DATASET below:

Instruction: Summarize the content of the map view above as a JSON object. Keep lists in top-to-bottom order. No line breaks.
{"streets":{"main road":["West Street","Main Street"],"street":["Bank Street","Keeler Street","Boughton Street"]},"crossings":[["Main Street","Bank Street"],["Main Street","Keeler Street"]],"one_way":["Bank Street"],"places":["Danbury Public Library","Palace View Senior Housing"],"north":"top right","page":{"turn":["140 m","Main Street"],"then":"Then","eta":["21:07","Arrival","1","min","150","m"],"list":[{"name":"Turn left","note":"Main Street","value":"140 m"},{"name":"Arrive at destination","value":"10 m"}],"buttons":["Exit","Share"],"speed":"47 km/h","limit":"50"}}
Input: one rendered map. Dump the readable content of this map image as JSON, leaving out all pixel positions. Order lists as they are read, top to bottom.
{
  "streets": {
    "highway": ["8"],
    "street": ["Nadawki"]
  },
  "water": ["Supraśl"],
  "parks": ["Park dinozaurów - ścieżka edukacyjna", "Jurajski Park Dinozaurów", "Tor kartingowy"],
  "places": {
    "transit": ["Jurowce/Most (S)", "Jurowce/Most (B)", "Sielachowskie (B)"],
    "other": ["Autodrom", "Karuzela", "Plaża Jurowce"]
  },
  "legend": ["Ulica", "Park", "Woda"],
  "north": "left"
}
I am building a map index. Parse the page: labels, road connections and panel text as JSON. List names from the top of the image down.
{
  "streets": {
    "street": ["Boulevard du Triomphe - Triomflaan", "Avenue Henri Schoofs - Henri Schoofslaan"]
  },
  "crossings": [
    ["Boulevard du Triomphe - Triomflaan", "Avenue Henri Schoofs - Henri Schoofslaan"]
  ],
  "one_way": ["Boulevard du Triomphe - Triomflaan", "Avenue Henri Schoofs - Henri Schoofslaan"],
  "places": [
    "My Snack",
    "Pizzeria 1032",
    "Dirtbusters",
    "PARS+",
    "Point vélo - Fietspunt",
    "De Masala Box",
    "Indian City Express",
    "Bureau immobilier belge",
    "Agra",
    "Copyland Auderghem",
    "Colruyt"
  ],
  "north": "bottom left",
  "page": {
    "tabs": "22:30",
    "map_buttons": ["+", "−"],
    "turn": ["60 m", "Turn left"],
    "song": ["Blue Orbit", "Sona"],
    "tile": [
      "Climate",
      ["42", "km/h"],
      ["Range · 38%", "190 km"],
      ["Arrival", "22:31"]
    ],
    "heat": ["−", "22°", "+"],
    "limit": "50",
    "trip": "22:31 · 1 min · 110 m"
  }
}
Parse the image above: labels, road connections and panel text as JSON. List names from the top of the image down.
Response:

End of DATASET.

● **TASK STATEMENT**: Every line of the material above is to be copied exactly.

● **RESULT OF THE TASK**:
Instruction: Summarize the content of the map view above as a JSON object. Keep lists in top-to-bottom order. No line breaks.
{"streets":{"main road":["West Street","Main Street"],"street":["Bank Street","Keeler Street","Boughton Street"]},"crossings":[["Main Street","Bank Street"],["Main Street","Keeler Street"]],"one_way":["Bank Street"],"places":["Danbury Public Library","Palace View Senior Housing"],"north":"top right","page":{"turn":["140 m","Main Street"],"then":"Then","eta":["21:07","Arrival","1","min","150","m"],"list":[{"name":"Turn left","note":"Main Street","value":"140 m"},{"name":"Arrive at destination","value":"10 m"}],"buttons":["Exit","Share"],"speed":"47 km/h","limit":"50"}}
Input: one rendered map. Dump the readable content of this map image as JSON, leaving out all pixel positions. Order lists as they are read, top to bottom.
{
  "streets": {
    "highway": ["8"],
    "street": ["Nadawki"]
  },
  "water": ["Supraśl"],
  "parks": ["Park dinozaurów - ścieżka edukacyjna", "Jurajski Park Dinozaurów", "Tor kartingowy"],
  "places": {
    "transit": ["Jurowce/Most (S)", "Jurowce/Most (B)", "Sielachowskie (B)"],
    "other": ["Autodrom", "Karuzela", "Plaża Jurowce"]
  },
  "legend": ["Ulica", "Park", "Woda"],
  "north": "left"
}
I am building a map index. Parse the page: labels, road connections and panel text as JSON. List names from the top of the image down.
{
  "streets": {
    "street": ["Boulevard du Triomphe - Triomflaan", "Avenue Henri Schoofs - Henri Schoofslaan"]
  },
  "crossings": [
    ["Boulevard du Triomphe - Triomflaan", "Avenue Henri Schoofs - Henri Schoofslaan"]
  ],
  "one_way": ["Boulevard du Triomphe - Triomflaan", "Avenue Henri Schoofs - Henri Schoofslaan"],
  "places": [
    "My Snack",
    "Pizzeria 1032",
    "Dirtbusters",
    "PARS+",
    "Point vélo - Fietspunt",
    "De Masala Box",
    "Indian City Express",
    "Bureau immobilier belge",
    "Agra",
    "Copyland Auderghem",
    "Colruyt"
  ],
  "north": "bottom left",
  "page": {
    "tabs": "22:30",
    "map_buttons": ["+", "−"],
    "turn": ["60 m", "Turn left"],
    "song": ["Blue Orbit", "Sona"],
    "tile": [
      "Climate",
      ["42", "km/h"],
      ["Range · 38%", "190 km"],
      ["Arrival", "22:31"]
    ],
    "heat": ["−", "22°", "+"],
    "limit": "50",
    "trip": "22:31 · 1 min · 110 m"
  }
}
Parse the image above: labels, road connections and panel text as JSON. List names from the top of the image down.
Response:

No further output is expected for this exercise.